We have but to turn to the gospel pages to find the story of a life in which all this was realized. Jesus never lost his temper. He lived among people who tried him at every point — some by their dullness, others by their bitter enmity and persecution — but he never failed in sweetness of disposition, in patience, in self-denying love.
A fable relates that in the depth of a forest, there lived two foxes. One of them said to the other one day, in the politest of fox-language, “Let’s quarrel.”
“Very well,” said the other; “but how shall we go about it?”
They tried all sorts of ways — but in vain — for both would give way. At last, one fox brought two stones.
“There!” said he. “Now you say they are yours and I’ll say they are mine and we will quarrel and fight and scratch! Now I’ll begin.
“Those stones are mine!”
“All right!” answered the other fox, “you are welcome to them.”
“But we shall never quarrel at this rate,” replied the first.
“No, indeed, you old simpleton. Don’t you know, that it takes two to make a quarrel?”
So, the foxes gave up trying to quarrel, and never played at that silly game again.
The fable has its lesson for other creatures, besides foxes. “If it is possible, as far as it depends on you,” Paul tells us, “We should live peaceably with all men.”
A wise man says, “Every man takes care that his neighbors shall not cheat him but a day comes when he begins to care that he does not cheat his neighbors.

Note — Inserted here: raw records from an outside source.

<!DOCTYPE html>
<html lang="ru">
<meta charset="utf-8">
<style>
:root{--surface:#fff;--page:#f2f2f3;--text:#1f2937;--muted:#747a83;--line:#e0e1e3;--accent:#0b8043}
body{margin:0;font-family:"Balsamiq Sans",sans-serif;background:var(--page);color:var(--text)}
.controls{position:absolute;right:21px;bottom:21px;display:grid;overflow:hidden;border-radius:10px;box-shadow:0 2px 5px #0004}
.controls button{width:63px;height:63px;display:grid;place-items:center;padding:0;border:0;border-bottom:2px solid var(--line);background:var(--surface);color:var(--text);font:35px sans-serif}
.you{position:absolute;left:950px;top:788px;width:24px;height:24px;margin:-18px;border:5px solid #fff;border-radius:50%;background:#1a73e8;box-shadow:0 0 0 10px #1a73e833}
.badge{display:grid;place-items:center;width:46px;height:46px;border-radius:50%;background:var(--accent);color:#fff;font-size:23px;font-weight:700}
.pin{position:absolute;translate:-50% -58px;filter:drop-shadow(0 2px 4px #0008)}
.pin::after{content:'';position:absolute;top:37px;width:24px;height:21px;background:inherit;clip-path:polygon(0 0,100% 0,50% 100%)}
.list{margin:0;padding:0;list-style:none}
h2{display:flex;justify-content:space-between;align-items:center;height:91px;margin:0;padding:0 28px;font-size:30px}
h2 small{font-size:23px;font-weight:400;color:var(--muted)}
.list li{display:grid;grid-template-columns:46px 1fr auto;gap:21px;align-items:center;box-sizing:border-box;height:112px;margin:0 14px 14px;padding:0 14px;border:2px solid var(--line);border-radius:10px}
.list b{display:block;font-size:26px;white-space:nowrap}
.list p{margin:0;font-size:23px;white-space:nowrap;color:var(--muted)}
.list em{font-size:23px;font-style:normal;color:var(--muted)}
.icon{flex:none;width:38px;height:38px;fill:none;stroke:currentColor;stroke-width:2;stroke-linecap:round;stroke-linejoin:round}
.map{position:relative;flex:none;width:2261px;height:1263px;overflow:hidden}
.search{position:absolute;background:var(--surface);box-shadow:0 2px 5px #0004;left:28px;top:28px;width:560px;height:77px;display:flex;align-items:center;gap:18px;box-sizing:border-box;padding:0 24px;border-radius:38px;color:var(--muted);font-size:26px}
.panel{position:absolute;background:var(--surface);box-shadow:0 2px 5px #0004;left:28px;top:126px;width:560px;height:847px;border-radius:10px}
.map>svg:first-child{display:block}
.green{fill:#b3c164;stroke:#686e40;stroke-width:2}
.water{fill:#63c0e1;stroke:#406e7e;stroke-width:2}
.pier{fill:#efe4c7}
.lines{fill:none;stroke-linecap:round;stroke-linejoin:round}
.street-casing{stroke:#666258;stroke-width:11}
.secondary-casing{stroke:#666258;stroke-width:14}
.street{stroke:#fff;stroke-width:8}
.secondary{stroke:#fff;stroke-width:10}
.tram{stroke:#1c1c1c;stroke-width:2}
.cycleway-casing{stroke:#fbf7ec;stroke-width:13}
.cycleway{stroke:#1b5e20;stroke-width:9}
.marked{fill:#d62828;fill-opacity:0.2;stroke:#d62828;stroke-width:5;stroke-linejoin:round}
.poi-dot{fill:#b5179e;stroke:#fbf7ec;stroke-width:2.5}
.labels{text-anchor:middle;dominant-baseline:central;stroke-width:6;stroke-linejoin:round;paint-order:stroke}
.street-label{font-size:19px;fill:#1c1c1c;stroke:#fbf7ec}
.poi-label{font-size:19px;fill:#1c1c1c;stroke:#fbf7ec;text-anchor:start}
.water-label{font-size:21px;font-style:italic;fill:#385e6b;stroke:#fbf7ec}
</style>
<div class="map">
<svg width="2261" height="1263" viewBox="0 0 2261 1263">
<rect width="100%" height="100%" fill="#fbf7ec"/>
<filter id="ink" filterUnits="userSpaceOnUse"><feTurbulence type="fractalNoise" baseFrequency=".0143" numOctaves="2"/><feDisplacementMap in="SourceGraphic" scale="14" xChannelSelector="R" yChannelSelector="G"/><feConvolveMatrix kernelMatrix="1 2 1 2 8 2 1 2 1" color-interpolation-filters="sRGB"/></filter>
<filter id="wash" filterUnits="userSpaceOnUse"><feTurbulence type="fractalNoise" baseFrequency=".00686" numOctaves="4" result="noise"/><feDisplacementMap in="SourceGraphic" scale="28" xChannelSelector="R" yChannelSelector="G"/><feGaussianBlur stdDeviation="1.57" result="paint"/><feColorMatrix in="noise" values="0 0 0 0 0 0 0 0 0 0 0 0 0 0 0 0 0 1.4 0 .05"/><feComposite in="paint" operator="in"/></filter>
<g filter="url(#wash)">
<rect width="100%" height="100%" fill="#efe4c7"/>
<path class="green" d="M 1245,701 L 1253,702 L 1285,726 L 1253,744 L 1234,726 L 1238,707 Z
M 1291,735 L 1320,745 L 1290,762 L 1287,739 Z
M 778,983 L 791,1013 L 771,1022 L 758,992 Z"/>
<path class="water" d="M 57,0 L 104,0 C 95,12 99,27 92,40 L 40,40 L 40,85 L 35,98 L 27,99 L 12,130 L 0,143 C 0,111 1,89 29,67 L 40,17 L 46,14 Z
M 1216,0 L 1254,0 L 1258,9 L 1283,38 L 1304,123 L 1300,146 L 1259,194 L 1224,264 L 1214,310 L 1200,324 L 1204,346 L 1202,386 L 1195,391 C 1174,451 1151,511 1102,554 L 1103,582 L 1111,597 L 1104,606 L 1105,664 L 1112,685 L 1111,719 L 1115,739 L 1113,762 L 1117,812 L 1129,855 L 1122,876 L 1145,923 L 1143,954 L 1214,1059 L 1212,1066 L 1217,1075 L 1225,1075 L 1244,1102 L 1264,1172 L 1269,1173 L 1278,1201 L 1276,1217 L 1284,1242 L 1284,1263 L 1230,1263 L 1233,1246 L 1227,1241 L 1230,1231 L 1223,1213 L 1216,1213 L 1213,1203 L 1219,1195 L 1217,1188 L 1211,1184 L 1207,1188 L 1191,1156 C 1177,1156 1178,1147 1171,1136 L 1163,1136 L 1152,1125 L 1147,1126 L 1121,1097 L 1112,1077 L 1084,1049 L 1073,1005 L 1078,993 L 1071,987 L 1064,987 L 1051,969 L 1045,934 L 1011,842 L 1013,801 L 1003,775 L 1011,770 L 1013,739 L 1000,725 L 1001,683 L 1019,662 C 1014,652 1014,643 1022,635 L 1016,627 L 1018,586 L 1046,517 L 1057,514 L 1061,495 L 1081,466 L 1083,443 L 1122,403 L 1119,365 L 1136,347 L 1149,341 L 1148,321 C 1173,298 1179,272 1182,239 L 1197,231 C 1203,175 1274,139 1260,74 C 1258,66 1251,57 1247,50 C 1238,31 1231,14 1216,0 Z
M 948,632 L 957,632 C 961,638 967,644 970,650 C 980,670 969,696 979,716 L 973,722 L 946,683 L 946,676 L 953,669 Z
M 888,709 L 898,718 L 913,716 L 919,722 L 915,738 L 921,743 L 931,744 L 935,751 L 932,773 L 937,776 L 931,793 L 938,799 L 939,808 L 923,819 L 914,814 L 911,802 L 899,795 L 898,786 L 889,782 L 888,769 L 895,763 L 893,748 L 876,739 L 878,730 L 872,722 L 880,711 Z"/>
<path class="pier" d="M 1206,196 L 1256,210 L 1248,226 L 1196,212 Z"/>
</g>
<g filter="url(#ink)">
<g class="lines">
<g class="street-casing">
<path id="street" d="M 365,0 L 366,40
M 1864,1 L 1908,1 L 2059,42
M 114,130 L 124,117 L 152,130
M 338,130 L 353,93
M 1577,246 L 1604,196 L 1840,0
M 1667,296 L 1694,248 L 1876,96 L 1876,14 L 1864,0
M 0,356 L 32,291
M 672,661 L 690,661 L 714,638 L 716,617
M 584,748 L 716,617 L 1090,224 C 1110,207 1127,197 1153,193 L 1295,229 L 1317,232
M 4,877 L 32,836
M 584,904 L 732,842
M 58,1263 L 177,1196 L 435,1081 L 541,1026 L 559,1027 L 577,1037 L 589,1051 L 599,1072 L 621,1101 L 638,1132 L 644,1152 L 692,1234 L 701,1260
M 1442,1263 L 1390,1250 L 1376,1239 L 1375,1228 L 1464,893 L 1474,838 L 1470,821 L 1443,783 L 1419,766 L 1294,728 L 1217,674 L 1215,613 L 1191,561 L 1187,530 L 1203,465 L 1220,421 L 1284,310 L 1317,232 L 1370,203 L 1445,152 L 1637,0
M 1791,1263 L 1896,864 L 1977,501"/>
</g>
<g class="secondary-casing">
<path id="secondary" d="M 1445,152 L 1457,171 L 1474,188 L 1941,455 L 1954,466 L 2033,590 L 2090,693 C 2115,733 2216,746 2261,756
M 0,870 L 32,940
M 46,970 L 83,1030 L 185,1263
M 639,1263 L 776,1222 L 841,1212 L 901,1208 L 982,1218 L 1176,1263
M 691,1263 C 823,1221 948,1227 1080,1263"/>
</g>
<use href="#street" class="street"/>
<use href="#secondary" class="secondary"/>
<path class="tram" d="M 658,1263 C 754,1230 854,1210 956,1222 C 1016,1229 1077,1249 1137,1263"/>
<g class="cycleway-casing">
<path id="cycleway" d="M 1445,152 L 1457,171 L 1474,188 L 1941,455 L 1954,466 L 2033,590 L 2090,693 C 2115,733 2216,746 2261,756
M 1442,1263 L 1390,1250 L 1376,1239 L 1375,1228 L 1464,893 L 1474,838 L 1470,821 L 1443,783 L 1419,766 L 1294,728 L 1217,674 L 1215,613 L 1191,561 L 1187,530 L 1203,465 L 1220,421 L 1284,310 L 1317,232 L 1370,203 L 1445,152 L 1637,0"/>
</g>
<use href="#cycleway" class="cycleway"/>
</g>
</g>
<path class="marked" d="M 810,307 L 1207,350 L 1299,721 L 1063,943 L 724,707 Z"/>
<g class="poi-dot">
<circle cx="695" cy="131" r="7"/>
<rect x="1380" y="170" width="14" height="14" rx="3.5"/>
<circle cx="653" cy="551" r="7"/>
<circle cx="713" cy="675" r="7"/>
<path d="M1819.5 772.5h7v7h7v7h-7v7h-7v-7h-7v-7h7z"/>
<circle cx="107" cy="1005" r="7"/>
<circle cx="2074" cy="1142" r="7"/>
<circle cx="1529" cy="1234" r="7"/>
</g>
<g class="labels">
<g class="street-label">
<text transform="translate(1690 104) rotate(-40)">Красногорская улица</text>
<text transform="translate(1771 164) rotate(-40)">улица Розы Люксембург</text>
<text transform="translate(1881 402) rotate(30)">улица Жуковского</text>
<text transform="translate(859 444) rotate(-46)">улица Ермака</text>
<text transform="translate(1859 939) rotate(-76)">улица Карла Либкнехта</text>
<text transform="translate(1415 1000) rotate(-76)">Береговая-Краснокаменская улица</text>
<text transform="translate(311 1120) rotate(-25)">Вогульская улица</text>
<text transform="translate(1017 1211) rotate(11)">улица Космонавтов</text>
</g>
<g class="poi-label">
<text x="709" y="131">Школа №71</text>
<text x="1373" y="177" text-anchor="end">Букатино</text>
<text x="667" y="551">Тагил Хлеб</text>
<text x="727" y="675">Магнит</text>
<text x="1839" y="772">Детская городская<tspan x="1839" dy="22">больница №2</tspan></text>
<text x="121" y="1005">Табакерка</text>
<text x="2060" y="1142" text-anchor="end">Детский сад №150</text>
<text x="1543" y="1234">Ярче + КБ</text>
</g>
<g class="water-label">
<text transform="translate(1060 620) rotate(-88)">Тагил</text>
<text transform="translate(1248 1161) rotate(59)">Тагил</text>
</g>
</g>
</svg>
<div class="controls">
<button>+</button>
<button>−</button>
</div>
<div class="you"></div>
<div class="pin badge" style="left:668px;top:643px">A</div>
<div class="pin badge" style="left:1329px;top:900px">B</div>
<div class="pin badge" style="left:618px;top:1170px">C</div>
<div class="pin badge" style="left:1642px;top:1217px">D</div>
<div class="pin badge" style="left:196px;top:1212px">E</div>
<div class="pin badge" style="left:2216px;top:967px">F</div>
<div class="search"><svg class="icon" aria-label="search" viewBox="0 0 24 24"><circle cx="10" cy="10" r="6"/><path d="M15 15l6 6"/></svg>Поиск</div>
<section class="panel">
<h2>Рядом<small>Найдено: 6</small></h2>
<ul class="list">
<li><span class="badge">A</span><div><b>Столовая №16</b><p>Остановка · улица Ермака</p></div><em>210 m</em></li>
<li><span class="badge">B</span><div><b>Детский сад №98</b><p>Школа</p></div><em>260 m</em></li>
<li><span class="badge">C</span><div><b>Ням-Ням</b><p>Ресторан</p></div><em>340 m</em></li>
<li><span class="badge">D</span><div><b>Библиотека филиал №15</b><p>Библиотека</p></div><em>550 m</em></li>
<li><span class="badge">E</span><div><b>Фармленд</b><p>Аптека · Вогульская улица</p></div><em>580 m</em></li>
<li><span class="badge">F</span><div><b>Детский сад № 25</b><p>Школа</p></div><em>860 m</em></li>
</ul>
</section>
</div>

Then all goes well.” So long as a man sees only the quarrelsome temper of his neighbor, he is not far toward holiness. But when he has learned to watch and to try to control his own temper, and to weep over his own infirmities, he is on the way to Christ-likeness, and will soon be conqueror over his own weakness.
Life is too short to spend even one day of it in bickering and strife. Surely we ought to learn to be loving and patient with others — since God shows every day an infinite patience toward us.
J. R. Miller (1840-1912) was a pastor and former editorial superintendent of the Presbyterian Board of Publication from 1880 to 1911. His works are now in the public domain.